Amauroascus kuehnii

Scientific classification
- Kingdom: Fungi
- Division: Ascomycota
- Class: Eurotiomycetes
- Order: Onygenales
- Family: Onygenaceae
- Genus: Amauroascus
- Species: A. kuehnii
- Binomial name: Amauroascus kuehnii Kuehn (1957)
- Synonyms: Auxarthron kuehnii M. Solé, Cano & Gaurro (2002); Arachniotus reticulatus Kuehn (1957);

= Amauroascus kuehnii =

- Authority: Kuehn (1957)
- Synonyms: Auxarthron kuehnii M. Solé, Cano & Gaurro (2002), Arachniotus reticulatus Kuehn (1957)

Species of fungus

Amauroascus kuehnii is a fungus in the phylum Ascomycota, class Eurotiomycetes. It is keratinophilic but not known to cause any human disease. It has been isolated from animal dungs, soil, and keratinous surfaces of live or deceased animals.

==History and taxonomy==
A. kuehnii was originally discovered and described by Dr. Harold H. Kuehn in 1957. The specimen was obtained from bat dung collected in Georgia, the United States. It was first assigned Arachnoitus reticulatus given its reticulate ascospores that distinguished it from other species in genus Arachniotus. In 1971, after examining different species from Arachniotus and related genera of Gymnoascaceae on laboratory cultures, Arx separated the genus Amauroascus from Arachniotus due to its spherical and ornamental ascospores, and reclassified Arachniotus reticulatus under genus Amauroascus. Since the epithet reticulatus was already occupied in Amauroascus, this species was named A. kuehnii after its discoverer Dr.
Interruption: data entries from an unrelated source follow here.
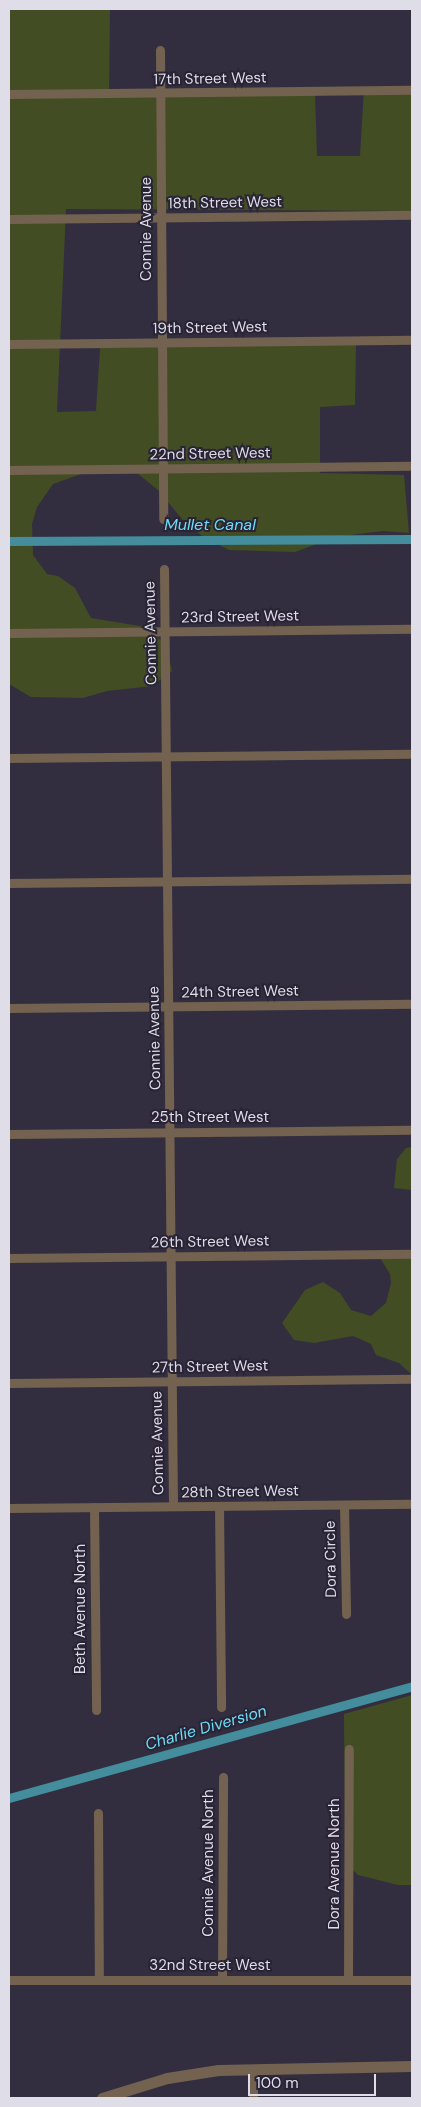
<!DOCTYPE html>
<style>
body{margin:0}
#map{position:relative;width:421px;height:2107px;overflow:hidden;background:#332e3f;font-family:"DM Sans",sans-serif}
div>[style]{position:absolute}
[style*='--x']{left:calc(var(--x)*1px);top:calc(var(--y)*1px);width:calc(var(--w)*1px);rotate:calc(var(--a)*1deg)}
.green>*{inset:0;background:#424d24}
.canal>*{height:9px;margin:-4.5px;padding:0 4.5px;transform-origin:4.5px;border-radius:4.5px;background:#448d9d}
.minor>*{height:9px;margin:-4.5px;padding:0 4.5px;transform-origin:4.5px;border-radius:4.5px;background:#736250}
.tertiary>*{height:11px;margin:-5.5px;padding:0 5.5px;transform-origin:5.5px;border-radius:5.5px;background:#736250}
span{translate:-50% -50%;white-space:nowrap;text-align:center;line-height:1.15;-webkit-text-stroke:4px #292435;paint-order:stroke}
.street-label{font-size:15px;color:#dfdde8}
.water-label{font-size:16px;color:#6edcf5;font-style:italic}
.frame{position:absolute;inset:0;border:10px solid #dfdde8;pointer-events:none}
.scale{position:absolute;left:248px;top:2074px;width:128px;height:22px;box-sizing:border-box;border:2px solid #dfdde8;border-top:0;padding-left:6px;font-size:15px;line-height:18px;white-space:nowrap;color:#dfdde8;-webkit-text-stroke:4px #292435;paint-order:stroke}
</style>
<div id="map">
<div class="green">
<i style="clip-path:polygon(9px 9px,110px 9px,109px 96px,315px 94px,317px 156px,360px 156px,364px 88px,412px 88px,412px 211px,66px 209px,57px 412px,96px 411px,100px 348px,356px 344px,355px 405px,320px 407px,320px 473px,404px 475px,409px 533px,383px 531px,335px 537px,295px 552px,229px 550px,202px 536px,182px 519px,158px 490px,137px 473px,84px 473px,53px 484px,37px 507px,32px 524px,33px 555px,47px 574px,58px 576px,75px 588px,91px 618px,146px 627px,166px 645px,172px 671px,152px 686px,107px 691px,83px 698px,31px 697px,9px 684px)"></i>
<i style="clip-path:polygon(412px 1147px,412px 1190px,394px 1188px,397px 1159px,406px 1148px)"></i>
<i style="clip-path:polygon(412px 1255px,412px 1375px,399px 1363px,376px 1355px,371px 1344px,353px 1336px,314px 1343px,294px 1340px,282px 1323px,305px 1290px,323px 1282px,340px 1293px,351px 1310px,371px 1316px,386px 1303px,391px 1283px,390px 1274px,379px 1256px)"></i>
<i style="clip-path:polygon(412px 1695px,412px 1885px,398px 1885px,358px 1875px,348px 1865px,345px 1852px,344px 1714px)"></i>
</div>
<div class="canal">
<i style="--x:9;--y:541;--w:403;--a:-0.3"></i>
<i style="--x:9;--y:1798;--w:418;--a:-15.5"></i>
</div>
<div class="minor">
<i style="--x:160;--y:50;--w:469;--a:89.6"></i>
<i style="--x:9;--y:94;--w:403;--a:-0.6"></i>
<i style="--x:9;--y:219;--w:403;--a:-0.6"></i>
<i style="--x:9;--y:344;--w:403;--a:-0.6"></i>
<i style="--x:9;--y:470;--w:403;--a:-0.6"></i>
<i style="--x:164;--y:569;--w:937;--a:89.45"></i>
<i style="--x:9;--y:633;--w:403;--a:-0.6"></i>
<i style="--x:9;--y:758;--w:403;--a:-0.6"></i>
<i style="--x:9;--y:883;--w:403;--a:-0.6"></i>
<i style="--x:9;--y:1008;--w:403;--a:-0.6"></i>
<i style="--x:9;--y:1134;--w:403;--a:-0.6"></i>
<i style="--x:9;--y:1258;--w:403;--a:-0.6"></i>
<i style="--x:9;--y:1383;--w:403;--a:-0.6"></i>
<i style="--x:344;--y:1505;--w:109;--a:88.9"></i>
<i style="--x:219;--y:1506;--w:201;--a:89.4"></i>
<i style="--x:94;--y:1507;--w:203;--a:89.4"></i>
<i style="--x:9;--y:1508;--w:403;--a:-0.6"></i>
<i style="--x:98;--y:1813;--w:167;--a:89.7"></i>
<i style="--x:348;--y:1979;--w:230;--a:-89.8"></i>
<i style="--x:9;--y:1980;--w:403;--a:0"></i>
<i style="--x:222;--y:1980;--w:203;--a:-89.7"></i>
<i style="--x:253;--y:2069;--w:29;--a:90"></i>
</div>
<div class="tertiary">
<i style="--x:102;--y:2098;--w:68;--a:-17.1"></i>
<i style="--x:167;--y:2078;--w:52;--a:-8.9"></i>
<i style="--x:218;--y:2070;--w:194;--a:-1.2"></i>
</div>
<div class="street-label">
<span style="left:210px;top:79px;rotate:-1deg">17th Street West</span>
<span style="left:225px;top:203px;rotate:-1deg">18th Street West</span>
<span style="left:147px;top:229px;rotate:-90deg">Connie Avenue</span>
<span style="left:210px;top:328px;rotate:-1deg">19th Street West</span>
<span style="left:210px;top:454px;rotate:-1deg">22nd Street West</span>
<span style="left:240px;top:617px;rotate:-1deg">23rd Street West</span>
<span style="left:151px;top:633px;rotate:-91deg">Connie Avenue</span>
<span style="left:240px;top:992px;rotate:-1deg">24th Street West</span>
<span style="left:155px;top:1038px;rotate:-91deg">Connie Avenue</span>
<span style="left:210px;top:1118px">25th Street West</span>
<span style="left:210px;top:1242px;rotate:-1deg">26th Street West</span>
<span style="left:210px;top:1367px;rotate:-1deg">27th Street West</span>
<span style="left:158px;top:1443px;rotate:-91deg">Connie Avenue</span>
<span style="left:240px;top:1492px;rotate:-1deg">28th Street West</span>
<span style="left:331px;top:1559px;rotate:-91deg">Dora Circle</span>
<span style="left:81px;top:1609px;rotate:-90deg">Beth Avenue North</span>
<span style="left:209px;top:1863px;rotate:-90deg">Connie Avenue North</span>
<span style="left:335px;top:1864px;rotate:-90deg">Dora Avenue North</span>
<span style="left:210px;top:1966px">32nd Street West</span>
</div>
<div class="water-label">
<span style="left:210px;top:525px">Mullet Canal</span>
<span style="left:206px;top:1728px;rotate:-16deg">Charlie Diversion</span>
</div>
<div class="frame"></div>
<div class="scale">100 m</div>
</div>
H Kuehn. This re-classification was accepted in Currah's review of the order Onygenales, but he also noted the similar morphological characteristics of Amauroascus and Auxarthron. A molecular phylogenetic study conducted in 2002 suggested that Amauroascus kuehnii is likely a species complex, and proposed that it be recombined with Auxarthron pseudoreticulatum as Auxarthron kuehnii. The taxonomy issue is controversial because the species' ascospore phenotype is intermediate between Auxarthron and Amauroascus. The consensus remains that the species belongs under Amauroascus without further studies.

==Growth and morphology==

===Teleomorph===

The sexual form of this fungus produces white spherical dispersed ascomata (cleistothecia), which turn brown as the ascocarps (126-883 μm in diameter) mature. The asci containing 8 ascospores are oval, and around 10-12×7-8 μm in dimension. The spherical, white spores have web-like texture on the surface and are 4-5 μm in diameter. Compared to Amauroascus pseudoreticulatus-patellis which is closely related and has a similar appearance, A. kuehnii has shallower pits on the surface of the spores. Surrounding the ascomata are the peridial hyphae, which appear thin-walled, yellow to pale brown, and septate. In occasion, pigment granules cause the presence of Brown spots.

===Anamorph===

In the asexual state, A. kuehnii colonies first appear white, with a raised bump in the centre. Arthroconidia formed from smooth, straight, branched pale white hyphae, are around 2.8-8.4×2-4 μm in dimension. The fungus grows rapidly in culture. On PDA, colonies are white, sparse and delicate. Reverse of the colonies appears pink with occasional black patches. Cleistothecia appear as white tufts at the periphery of the colony and form a yellow crust, which soon spread throughout the colony. On Sabouraud agar, colonies also appears white, sparse and delicate, whereas reverse appears dull red. Cleistothecia change from white to yellow to light brown over time. On CER under 21-25 °C, white or pale yellow cottony colonies form and turn granular in older portions. Reverse of the colonies appears uncoloured. On dilute salt acidic medium (DSA) under 25-28 °C, colonies appear yellow to brown with brown spots adjacent to the hairs. On peptone yeast extract agar (PYE) under 25-35 °C, colonies are yellow, dense and filamentous with a purplish brown centre and white periphery.

==Physiology==
This species has been recorded to possess a distinctive earthy odour. It secretes extracellular keratinase and is a saprotroph on keratinous debris and soil. The fungus also produces a tube precipitin (TP) antigen which is a glycoprotein shared by the pathogenic fungus Coccidioides immitis.

==Habitat and ecology==
A. kuehnii is a rare fungus found in North America and Mexico, with a few reports from Europe. Due to the limited available isolates, conclusion of its habitat cannot be drawn. Although it was mostly discovered in lizard or bat dung and keratinous soil, strains have been isolated from keratinous surfaces of animals such as fowl and deer horns. None of the species in Amauroascus is known to be a pathogen of animals, and no strains have been isolated from humans.